Northern Ireland has already made significant strides in dairy sustainability practices, improving its carbon footprint by 30.7% between 1990 and 2014. Electricity emissions have also been reduced by 68% between 1990 and 2017, whilst manure emissions have reduced by 27% over the same period.
International dairy expert Donald Moore, Executive Director at Global Dairy Platform, who also chairs a United Nations Committee on World Food Security (CFS), provided insight into the role the dairy sector can play in improving the local environment and adding to the well–being of people around the world.
Innovative evidence–based solutions such as trailing shoe slurry application, soil testing, selective breeding practices, and energy efficiency measures are already being applied on farms across Northern Ireland to reduce the impact that the dairy sector has on the environment, and play a key role in improving it.
Addressing the symposium, Donald Moore said,
“The Dairy sector plays a vital role in sustaining rural communities, providing employment, and safe and nutritious food for us to enjoy. The United Nations anticipates that resource usage will double by 2050, highlighting the urgent need to radically revise our approach to production and processing.
“For that reason, it’s important that we get the environmental aspects of farming and dairy processing right. This was echoed in the Paris climate agreement in 2015 which set binding commitments to limit global temperature rise and recognised that these efforts must not threaten production and food security.”
Dairy Council CEO Dr Mike Johnston MBE said, “Today we are acknowledging the work that still needs to be done, and highlighting the significant work already being done to tackle climate change, reduce emissions and take an evidence–based, scientific approach to milk production and processing.
“Not only are farmers and processors taking responsibility for their actions, they are also involved in spearheading and developing the latest sustainable dairy research initiatives.”
The Permanent Secretary at the Department for Agriculture, Environment and Rural Affairs, Dr Denis McMahon, provided an update on the environment priorities within the Northern Ireland Future Agriculture Policy Framework.
Other speakers included sustainability experts Dr Steven Morrison from the Agri–Food and Biosciences Institute (AFBI) and Martin Mulholland from the College of Agriculture and Rural Enterprise (CAFRE).
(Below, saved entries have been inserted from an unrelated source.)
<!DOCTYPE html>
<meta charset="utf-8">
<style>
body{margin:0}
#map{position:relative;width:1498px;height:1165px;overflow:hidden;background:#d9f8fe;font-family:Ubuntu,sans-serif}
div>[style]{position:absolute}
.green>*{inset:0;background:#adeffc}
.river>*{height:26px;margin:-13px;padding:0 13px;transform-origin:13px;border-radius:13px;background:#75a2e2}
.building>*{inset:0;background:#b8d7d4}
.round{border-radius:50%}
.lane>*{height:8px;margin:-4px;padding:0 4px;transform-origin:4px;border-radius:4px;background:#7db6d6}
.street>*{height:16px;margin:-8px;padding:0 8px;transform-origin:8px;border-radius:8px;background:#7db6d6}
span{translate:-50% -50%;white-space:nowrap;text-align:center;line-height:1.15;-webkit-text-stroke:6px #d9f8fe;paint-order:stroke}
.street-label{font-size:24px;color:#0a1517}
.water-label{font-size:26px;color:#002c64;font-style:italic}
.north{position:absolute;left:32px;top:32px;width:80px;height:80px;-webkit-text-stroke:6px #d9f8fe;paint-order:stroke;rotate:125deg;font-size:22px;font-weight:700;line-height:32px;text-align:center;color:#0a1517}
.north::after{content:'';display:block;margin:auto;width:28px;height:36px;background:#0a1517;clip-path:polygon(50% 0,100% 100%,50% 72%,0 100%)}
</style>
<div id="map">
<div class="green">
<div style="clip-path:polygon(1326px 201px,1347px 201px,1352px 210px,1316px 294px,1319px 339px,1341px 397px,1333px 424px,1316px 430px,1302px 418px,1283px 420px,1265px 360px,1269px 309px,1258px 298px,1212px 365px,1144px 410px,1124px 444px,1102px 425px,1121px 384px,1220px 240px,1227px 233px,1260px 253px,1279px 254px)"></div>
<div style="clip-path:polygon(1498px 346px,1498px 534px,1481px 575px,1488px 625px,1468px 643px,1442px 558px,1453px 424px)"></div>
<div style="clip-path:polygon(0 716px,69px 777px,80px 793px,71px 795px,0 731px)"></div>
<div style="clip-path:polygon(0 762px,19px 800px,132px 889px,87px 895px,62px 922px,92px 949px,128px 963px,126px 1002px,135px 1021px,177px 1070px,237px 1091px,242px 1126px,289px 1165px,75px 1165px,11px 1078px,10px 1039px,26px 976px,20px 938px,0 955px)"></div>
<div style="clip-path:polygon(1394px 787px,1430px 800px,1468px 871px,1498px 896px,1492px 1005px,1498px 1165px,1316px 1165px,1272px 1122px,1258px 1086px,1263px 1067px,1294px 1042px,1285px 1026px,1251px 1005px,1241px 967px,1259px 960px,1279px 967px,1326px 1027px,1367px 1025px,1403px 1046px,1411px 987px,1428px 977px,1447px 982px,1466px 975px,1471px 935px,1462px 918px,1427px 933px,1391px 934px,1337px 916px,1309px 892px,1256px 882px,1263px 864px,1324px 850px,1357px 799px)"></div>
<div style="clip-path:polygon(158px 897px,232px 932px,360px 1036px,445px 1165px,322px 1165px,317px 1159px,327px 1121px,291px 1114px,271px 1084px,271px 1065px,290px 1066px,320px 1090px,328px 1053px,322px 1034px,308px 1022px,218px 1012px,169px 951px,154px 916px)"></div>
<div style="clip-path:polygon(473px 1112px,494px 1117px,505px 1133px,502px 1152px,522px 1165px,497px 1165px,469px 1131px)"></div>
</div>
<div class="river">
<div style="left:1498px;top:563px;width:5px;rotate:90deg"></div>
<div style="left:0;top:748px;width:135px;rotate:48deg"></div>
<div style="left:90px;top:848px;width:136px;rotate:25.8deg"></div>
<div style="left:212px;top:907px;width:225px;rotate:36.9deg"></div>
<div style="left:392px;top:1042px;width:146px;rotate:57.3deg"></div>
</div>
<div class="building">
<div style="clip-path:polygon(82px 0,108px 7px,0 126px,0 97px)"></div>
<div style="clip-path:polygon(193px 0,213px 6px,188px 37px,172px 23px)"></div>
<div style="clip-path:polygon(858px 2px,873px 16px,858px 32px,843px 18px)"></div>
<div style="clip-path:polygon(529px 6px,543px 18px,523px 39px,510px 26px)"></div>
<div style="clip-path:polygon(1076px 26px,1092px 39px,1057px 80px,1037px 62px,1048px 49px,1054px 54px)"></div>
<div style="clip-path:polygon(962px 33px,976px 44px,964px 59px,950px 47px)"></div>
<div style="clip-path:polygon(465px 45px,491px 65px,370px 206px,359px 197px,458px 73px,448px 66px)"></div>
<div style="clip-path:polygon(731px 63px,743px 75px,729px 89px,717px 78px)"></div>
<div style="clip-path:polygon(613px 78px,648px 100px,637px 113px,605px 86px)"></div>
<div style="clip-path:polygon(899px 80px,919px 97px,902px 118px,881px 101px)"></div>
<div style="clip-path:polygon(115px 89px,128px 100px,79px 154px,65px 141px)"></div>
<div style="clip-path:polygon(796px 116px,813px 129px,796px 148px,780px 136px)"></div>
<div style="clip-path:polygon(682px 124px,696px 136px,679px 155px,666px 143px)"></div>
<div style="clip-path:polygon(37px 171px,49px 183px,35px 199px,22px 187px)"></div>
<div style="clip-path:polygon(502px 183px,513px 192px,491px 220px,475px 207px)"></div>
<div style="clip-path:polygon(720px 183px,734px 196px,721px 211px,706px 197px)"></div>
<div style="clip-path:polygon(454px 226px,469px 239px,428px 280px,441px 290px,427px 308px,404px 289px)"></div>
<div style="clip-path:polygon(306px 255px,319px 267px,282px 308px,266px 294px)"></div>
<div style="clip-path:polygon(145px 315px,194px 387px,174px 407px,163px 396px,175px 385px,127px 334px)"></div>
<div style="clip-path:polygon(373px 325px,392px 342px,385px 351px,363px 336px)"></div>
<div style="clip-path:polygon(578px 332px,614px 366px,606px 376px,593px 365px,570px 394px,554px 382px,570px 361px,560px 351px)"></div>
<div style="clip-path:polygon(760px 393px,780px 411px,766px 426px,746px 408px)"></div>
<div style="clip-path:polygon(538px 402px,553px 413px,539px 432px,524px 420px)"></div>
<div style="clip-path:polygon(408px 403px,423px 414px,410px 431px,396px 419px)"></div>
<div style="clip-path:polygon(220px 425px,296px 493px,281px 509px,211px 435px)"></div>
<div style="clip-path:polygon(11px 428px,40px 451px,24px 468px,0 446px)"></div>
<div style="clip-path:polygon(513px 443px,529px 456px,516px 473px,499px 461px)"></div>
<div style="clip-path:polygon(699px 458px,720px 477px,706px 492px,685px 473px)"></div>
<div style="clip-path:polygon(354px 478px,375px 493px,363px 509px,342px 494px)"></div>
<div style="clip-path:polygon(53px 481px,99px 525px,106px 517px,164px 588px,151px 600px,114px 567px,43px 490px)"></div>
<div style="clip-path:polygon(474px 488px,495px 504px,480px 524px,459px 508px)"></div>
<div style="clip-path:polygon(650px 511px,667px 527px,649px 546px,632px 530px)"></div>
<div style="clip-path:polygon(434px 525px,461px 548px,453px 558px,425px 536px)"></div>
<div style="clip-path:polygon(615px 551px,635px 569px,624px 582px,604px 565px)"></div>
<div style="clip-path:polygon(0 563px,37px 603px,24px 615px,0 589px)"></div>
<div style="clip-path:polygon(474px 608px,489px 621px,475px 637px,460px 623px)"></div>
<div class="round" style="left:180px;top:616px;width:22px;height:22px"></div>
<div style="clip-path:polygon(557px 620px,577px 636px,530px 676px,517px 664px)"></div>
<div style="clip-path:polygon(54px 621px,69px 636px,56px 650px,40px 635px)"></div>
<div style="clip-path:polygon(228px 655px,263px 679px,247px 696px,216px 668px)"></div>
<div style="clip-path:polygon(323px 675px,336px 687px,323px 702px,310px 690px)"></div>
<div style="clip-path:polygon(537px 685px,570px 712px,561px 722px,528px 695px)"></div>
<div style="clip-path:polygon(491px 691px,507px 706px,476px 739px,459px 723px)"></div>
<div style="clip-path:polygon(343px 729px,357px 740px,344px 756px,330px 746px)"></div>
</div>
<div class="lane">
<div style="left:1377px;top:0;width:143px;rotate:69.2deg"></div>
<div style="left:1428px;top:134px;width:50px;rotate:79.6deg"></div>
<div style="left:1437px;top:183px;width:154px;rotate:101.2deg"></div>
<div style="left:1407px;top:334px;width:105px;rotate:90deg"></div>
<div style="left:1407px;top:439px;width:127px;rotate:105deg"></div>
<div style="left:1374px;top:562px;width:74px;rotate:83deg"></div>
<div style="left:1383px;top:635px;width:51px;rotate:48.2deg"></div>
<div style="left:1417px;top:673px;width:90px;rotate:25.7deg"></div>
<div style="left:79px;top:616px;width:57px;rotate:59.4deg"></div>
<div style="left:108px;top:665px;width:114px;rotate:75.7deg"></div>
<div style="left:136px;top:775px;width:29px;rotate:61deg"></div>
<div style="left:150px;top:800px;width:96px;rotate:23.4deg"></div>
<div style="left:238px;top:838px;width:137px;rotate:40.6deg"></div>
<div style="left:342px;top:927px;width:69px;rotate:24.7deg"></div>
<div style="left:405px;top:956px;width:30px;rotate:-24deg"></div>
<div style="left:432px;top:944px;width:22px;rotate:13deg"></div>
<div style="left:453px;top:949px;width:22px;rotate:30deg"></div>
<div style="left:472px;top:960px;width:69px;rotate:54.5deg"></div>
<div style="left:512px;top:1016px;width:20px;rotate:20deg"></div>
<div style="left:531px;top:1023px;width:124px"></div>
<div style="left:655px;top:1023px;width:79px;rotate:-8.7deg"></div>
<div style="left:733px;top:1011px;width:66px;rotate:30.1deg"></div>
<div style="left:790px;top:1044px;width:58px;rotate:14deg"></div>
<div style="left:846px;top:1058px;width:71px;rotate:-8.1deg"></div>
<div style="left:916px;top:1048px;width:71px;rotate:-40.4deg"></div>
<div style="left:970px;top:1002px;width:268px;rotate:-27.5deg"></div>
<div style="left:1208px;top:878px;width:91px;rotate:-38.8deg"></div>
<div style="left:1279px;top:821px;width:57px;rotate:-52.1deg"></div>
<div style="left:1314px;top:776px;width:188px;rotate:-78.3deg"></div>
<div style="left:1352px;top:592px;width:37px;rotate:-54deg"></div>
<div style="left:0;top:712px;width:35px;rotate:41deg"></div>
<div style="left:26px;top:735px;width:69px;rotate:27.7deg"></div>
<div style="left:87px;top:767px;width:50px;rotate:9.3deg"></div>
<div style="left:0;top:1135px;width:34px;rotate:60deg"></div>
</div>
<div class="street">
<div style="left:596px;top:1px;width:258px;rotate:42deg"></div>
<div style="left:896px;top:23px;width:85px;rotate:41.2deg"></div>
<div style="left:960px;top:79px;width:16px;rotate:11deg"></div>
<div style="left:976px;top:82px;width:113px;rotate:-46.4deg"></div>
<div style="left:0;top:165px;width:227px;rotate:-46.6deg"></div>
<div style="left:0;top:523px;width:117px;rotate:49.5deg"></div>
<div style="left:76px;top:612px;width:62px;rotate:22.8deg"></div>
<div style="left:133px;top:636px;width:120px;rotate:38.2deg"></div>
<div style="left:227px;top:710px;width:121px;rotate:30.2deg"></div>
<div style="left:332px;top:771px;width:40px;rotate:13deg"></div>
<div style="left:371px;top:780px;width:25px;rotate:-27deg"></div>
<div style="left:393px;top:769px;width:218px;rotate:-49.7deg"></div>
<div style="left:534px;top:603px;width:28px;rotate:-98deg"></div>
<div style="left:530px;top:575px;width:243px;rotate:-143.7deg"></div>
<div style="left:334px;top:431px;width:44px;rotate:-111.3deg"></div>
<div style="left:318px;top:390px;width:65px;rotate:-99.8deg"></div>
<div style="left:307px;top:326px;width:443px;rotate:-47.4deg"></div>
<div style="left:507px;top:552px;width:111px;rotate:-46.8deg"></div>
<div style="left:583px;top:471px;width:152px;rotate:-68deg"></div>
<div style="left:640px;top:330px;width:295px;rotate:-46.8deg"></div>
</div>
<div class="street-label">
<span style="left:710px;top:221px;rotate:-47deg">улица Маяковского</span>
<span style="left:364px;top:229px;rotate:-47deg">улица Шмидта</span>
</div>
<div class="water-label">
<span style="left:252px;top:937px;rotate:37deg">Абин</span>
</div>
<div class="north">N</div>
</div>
Human nutrition expert Dr Stephan Peters from the Dutch Dairy Association spoke about diet modelling and the impact of our diet choices on the environment.
Attendees were also shown case studies from local farms and dairy processors and offered the opportunity to visit the dairy unit on site, which is used by CAFRE for knowledge transfer and to model the latest evidence–based dairy practices for students.